As in the Great Depression, millions are suffering unemployed—but this time they're invisible

February 28, 2013 RSS Feed Print

We think of the iconic images of the Great Depression as representative of a uniquely miserable period, long vanished from American history. The bread lines and soup kitchens of those abnormal times have gone. So, too, has the sight of thousands of men (there were very few women among them then) waiting all day outside a factory in a forlorn quest for work.

But they're there still, in the many millions across the country—little changed in their total since the 1930s: 12.3 million today are fully unemployed, compared to 12.8 million in 1933 at the depth of the depression. The difference is that now they're invisible, because we've organized relief differently. In our "recovery," the millions are being assisted, out of sight, by the government, through unemployment checks, Social Security disability checks, and food stamps. More than 47 million Americans are in the food stamp program, some 15 percent of the total population, compared with the 7.9 percent participation in food stamps from 1970 to 2000. Then there are the more than 11 million Americans who are collecting checks from Social Security to compensate for disability, a record. Half of them have signed on since President Obama came to office. Twenty years ago, one person was on disability for every 35 workers; today, the ratio is one for every 16. Such an increase is simply impossible to explain by disability experienced during employment, for it is inconceivable that work in America has become so much more dangerous. For many, this program is another unemployment program, only this time it is without end.

[See political cartoons about President Obama.]

But the predicament of our times is worse than that, and worse in its way than the 1930s figures might suggest. Employers are either shortening the workweek or asking employees to take unpaid leave in unprecedented numbers. Neither those on disability nor those on leave are included in the unemployment numbers. The labor market, which peaked in November 2007 when there were 139,143,000 jobs, now encompasses only 132,705,000 workers, a drop of 6.4 million jobs from the peak. The only work that has increased is part-time work, and that is because it allows employers to reduce costs through a diminished benefit package or none at all.

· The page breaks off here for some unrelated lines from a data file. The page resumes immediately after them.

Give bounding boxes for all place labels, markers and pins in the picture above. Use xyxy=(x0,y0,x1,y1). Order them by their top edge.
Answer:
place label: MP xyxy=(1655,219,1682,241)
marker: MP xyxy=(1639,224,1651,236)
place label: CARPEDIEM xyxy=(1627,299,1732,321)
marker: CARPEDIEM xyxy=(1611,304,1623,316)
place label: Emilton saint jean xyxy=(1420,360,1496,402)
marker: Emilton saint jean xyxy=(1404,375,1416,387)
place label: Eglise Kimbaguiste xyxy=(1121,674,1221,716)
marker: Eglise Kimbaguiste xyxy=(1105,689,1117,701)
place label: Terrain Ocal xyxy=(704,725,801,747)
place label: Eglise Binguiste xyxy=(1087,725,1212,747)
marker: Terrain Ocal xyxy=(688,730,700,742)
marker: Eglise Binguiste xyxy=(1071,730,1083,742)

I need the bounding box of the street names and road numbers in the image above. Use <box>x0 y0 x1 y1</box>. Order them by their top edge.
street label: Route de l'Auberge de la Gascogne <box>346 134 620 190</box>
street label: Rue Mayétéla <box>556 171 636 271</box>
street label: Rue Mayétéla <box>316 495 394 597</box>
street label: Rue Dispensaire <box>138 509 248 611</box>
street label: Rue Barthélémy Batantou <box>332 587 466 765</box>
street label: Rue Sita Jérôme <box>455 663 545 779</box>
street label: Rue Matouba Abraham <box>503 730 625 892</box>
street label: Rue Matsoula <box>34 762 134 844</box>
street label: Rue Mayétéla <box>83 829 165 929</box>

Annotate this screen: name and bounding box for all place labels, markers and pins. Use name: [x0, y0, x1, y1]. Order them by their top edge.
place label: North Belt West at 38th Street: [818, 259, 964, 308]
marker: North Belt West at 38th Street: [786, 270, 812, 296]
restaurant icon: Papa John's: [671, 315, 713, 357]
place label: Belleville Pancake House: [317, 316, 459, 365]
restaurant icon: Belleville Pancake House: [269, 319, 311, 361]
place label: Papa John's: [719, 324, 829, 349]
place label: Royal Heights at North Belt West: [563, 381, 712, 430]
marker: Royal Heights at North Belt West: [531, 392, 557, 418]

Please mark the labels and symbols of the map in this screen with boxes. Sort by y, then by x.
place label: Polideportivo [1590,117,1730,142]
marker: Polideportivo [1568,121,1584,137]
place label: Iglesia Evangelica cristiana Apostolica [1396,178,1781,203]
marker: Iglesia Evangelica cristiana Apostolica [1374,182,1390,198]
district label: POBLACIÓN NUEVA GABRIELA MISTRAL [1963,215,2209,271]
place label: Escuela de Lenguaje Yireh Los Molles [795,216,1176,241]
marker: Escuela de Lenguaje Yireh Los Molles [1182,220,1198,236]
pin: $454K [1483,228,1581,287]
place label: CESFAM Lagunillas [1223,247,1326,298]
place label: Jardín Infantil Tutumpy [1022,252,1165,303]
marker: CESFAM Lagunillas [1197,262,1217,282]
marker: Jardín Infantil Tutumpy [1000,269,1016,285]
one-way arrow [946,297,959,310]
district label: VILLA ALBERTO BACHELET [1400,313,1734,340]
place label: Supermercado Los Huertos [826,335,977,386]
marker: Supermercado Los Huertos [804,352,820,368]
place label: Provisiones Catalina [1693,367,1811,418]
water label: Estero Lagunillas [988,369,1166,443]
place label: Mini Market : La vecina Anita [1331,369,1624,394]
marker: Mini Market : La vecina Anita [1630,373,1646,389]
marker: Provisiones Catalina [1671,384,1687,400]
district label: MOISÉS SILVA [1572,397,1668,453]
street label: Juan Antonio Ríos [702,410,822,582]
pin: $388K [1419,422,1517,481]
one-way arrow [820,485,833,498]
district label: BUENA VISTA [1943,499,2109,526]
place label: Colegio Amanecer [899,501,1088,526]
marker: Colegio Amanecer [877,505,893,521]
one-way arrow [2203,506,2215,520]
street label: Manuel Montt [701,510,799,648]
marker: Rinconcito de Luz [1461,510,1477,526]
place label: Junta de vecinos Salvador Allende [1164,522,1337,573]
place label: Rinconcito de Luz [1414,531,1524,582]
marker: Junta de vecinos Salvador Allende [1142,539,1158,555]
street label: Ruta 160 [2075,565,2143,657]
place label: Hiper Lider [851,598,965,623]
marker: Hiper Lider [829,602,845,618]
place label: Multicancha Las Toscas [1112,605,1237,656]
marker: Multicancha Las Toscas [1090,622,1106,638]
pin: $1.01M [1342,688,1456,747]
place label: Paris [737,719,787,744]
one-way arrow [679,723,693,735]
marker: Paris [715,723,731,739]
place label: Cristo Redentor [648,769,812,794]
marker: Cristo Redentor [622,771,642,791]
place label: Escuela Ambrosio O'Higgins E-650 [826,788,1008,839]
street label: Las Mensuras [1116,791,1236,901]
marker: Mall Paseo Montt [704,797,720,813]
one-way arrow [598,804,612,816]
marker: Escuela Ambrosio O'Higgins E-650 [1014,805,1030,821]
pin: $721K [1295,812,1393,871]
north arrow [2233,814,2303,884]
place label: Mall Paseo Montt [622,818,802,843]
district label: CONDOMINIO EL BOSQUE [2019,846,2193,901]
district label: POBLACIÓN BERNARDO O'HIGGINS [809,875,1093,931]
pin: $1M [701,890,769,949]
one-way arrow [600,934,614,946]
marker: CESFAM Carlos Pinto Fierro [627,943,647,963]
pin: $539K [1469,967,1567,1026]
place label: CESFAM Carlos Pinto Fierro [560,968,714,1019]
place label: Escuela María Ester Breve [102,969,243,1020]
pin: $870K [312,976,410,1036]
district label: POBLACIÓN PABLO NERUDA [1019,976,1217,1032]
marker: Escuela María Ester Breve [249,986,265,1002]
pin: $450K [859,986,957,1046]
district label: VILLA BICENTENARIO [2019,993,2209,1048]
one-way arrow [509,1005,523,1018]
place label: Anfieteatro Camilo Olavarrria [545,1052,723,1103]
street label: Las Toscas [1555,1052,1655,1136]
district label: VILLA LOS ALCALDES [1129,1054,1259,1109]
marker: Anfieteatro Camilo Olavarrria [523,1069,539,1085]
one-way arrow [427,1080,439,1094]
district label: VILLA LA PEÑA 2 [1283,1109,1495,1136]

Altogether, the broadest measure of unemployment today is approximately 14.5 percent, way above the 7.9 percent headline number you read about. The figure encompasses not only the unemployed but also the 8 million people who are employed part time because their hours have been cut back or because they have been unable to find a full-time job, and the more than 7 million people who have either stopped looking for work or are only "marginally attached" to the labor force.

[Check out U.S. News Weekly, an insider's guide to politics and policy.]

Indeed, the labor force participation rate, which measures the number of people in the workforce and reflects discouraged workers who have dropped out, has dropped to the lowest level since 1984. If it were not for the dropouts, the formal unemployment rate would be around 9.8 percent. If the percentage of people looking for work now were the same as on the day that Obama was elected, the unemployment rate would be almost 11 percent.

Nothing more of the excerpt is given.